The most significant consequence of Pakistan’s unresolved disputes with India is the rise of the Pakistani military as the pre-eminent force in Pakistan’s body politic based on the notion of a national security state. The military has created and sustained non-state religious actors both as a means of undermining the mainstream political parties to ensure its predominant role in politics and as a tactical tool to keep India under pressure to resolve Kashmir.
This implies that without a resolution of the various conflicts that bedevil India-Pakistan relations in Kashmir, Quetta and Kabul, the non-state actors that have assumed critical mass because of the intelligence agencies’ proxy wars in the region cannot be tracked and shut down, either in Pakistan or India or Afghanistan. Conflict resolution would also be a starting point for redressing the civil-military imbalance within Pakistan.
India has had an aversion to multilateral diplomacy to resolve its bilateral disputes in the region. But bilateralism hasn’t worked and disputes have become bleeding wounds. Yet when there has been conflict, both countries have clutched at multilateralism to stop the downslide into nuclear war, as during Kargil in 1999, LoC in 2002 and now via the UNSCs directives to Pakistan to ban some non-state actors.

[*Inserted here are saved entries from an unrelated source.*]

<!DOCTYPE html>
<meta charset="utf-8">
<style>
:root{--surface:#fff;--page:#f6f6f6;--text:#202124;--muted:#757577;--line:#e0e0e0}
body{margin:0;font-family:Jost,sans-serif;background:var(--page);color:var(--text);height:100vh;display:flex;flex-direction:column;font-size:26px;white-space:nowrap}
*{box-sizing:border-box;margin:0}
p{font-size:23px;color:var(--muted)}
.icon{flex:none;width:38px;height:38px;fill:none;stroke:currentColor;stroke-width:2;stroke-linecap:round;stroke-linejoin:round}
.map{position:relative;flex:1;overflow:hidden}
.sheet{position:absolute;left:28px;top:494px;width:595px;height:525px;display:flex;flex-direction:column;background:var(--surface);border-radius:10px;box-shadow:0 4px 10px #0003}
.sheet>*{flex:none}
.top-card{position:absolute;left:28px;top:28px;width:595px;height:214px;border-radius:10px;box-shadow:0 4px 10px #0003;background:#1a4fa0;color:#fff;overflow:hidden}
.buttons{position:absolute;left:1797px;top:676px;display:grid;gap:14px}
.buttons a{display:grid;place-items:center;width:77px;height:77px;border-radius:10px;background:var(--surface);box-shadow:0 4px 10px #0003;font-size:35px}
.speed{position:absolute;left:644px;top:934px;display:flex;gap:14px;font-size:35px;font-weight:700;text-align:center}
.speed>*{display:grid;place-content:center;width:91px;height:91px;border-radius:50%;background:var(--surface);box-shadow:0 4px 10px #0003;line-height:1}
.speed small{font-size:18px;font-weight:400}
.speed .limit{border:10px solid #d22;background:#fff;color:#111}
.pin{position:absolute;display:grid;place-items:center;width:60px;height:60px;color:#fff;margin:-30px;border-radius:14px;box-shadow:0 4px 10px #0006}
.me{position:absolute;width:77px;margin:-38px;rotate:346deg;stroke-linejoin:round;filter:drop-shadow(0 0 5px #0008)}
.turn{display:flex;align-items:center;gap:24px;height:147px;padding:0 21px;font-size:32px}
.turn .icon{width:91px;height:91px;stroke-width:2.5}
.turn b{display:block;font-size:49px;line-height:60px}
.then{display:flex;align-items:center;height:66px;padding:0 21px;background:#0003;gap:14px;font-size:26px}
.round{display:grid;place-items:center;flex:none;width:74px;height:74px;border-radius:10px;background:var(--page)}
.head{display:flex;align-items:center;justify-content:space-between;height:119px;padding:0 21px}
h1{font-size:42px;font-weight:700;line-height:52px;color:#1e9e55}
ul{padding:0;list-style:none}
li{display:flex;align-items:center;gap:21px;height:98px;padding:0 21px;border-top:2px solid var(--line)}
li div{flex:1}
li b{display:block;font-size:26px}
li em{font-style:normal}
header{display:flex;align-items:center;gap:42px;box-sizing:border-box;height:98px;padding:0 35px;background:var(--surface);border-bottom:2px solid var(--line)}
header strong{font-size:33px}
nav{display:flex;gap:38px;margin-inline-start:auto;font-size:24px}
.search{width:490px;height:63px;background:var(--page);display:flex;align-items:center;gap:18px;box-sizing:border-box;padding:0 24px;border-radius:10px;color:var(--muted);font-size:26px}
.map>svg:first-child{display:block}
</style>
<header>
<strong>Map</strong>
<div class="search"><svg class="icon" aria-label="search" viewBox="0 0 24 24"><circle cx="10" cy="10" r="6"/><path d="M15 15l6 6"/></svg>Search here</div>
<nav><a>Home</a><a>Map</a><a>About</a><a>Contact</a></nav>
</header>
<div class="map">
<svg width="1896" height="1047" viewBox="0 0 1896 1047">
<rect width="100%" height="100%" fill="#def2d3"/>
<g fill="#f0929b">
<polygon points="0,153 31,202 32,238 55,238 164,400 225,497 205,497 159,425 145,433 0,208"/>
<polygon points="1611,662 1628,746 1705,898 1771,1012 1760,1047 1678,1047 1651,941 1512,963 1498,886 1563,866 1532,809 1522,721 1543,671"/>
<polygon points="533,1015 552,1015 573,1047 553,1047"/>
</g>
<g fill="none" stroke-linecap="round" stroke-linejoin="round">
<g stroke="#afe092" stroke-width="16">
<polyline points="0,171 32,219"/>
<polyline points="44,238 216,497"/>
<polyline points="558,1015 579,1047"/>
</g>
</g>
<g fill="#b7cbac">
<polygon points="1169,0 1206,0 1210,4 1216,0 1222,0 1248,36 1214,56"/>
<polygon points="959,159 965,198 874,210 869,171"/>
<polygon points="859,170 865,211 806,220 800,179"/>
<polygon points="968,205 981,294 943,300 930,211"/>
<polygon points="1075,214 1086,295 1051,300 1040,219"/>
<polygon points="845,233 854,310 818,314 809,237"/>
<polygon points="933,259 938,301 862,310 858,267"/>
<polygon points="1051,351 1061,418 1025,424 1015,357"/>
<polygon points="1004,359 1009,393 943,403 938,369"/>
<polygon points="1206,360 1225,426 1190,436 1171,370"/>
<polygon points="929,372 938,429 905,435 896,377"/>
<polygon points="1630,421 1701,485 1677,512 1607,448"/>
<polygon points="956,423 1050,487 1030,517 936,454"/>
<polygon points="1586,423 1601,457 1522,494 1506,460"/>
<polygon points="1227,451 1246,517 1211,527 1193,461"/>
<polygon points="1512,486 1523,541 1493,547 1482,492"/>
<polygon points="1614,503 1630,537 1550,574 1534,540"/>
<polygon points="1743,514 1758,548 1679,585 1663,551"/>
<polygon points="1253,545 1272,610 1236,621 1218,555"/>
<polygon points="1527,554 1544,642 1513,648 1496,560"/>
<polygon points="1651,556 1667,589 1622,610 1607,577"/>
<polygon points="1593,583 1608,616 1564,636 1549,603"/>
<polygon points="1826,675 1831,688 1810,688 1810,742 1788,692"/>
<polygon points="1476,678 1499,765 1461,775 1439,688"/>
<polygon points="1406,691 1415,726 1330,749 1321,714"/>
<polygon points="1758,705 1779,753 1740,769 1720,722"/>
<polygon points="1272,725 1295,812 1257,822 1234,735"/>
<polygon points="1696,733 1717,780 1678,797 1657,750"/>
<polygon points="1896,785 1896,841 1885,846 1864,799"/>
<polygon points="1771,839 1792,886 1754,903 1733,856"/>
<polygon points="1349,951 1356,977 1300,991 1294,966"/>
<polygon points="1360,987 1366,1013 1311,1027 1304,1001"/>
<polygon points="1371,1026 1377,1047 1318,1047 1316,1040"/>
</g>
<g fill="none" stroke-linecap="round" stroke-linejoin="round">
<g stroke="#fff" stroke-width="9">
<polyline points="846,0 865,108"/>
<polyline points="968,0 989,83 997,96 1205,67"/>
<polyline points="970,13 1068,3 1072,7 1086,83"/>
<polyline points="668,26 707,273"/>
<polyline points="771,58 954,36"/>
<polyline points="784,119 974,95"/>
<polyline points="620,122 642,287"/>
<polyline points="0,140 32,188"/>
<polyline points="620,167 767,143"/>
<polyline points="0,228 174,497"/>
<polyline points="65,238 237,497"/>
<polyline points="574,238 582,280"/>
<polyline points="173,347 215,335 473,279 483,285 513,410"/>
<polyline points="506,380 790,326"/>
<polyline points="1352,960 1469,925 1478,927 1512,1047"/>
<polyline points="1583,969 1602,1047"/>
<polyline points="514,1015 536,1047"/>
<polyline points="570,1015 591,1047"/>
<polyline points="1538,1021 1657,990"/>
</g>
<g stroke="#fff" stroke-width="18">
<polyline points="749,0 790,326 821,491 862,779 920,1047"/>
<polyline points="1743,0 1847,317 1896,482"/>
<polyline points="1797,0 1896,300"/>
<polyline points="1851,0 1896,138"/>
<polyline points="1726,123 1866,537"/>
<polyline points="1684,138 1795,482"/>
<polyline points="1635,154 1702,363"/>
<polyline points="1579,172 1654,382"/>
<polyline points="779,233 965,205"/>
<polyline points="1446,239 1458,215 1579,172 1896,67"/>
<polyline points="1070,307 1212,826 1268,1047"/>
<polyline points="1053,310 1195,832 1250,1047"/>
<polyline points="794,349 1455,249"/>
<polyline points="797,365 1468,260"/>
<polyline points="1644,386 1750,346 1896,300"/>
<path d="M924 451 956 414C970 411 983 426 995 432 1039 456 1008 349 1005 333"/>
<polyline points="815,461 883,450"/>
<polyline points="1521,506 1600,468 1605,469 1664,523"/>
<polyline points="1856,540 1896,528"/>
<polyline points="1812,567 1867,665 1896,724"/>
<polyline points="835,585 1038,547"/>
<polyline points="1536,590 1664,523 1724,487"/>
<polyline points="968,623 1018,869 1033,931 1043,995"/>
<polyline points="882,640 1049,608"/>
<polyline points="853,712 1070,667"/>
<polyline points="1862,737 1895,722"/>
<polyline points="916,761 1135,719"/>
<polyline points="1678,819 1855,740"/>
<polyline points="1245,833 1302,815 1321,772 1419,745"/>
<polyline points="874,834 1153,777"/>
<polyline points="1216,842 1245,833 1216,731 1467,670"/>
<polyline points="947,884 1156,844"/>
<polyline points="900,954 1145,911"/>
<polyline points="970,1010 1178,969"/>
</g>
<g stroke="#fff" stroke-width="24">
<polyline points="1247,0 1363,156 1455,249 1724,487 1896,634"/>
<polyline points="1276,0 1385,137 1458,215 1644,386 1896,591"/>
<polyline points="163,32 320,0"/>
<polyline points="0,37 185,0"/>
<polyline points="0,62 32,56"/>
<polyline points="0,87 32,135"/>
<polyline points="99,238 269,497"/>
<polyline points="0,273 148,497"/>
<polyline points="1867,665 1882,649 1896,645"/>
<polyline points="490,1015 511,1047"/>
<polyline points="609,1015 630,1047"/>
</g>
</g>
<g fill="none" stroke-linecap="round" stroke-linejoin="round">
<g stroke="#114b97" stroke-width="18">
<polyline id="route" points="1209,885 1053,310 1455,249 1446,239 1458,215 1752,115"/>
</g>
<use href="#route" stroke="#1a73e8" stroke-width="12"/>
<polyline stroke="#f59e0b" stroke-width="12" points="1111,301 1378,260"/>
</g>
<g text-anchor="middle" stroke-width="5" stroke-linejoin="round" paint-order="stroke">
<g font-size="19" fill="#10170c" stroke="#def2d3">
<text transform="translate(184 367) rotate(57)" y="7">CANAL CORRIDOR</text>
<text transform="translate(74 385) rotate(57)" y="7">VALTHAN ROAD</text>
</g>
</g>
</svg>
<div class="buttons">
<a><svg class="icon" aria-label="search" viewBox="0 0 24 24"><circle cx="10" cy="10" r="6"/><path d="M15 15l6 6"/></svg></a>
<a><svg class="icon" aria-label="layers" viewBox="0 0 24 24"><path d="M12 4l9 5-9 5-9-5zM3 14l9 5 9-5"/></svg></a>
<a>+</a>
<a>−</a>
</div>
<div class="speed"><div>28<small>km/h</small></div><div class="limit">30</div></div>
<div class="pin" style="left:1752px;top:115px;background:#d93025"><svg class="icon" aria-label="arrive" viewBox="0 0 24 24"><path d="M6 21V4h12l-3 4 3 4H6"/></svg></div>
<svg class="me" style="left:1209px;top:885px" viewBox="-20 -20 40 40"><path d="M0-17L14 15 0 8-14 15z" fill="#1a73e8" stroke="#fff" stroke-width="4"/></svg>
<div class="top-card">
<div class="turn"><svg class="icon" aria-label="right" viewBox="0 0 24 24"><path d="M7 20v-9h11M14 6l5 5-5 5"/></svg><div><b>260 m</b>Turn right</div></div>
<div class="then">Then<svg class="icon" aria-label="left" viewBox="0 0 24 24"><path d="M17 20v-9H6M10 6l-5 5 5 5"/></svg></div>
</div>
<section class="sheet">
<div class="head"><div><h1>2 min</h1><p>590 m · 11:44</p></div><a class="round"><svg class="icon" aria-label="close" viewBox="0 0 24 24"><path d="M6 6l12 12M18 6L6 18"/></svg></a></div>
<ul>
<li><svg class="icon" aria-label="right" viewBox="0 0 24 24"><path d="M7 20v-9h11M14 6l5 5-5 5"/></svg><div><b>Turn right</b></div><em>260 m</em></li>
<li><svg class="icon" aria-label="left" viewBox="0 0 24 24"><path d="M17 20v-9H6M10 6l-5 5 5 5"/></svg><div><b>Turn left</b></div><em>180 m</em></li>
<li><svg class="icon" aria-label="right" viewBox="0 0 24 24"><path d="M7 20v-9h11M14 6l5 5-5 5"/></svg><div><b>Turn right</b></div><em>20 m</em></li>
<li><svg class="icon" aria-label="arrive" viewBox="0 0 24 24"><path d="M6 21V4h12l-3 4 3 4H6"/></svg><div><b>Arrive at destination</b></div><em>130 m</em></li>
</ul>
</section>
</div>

Therefore a regional conflict-resolution approach is the need of the hour to diffuse the Kashmir-Kabul-Quetta time bomb. This should include America, Afghanistan, India and Pakistan, along with their proxies like the Taliban and the Northern Alliance. A high profile American regional envoy would facilitate the process since both India and Pakistan are on the right side of Washington for the first time in history. India should be nudged to start talking seriously to the Kashmiris in Srinagar and resolve Siachin and Sir Creek expeditiously. Pakistan must be persuaded to disband its non-state actors. America must fashion a medium term exit strategy from Kabul that facilitates all ethnic stakeholders so that the Afghan Pakhtuns look towards Kabul and Pakistani Pakhtuns towards Islamabad for their respective political salvation. A holistic regional approach to conflict resolution is the only route to ending the scourge of terrorism by non-state actors and ensuring the survival and growth of representative democracy in the region. A war between India and Pakistan would hurt India more than Pakistan simply because “shining” India has more to lose than “failing” Pakistan, just as America has lost more than the Taliban and al-Qaeda by its reckless adventure in Afghanistan.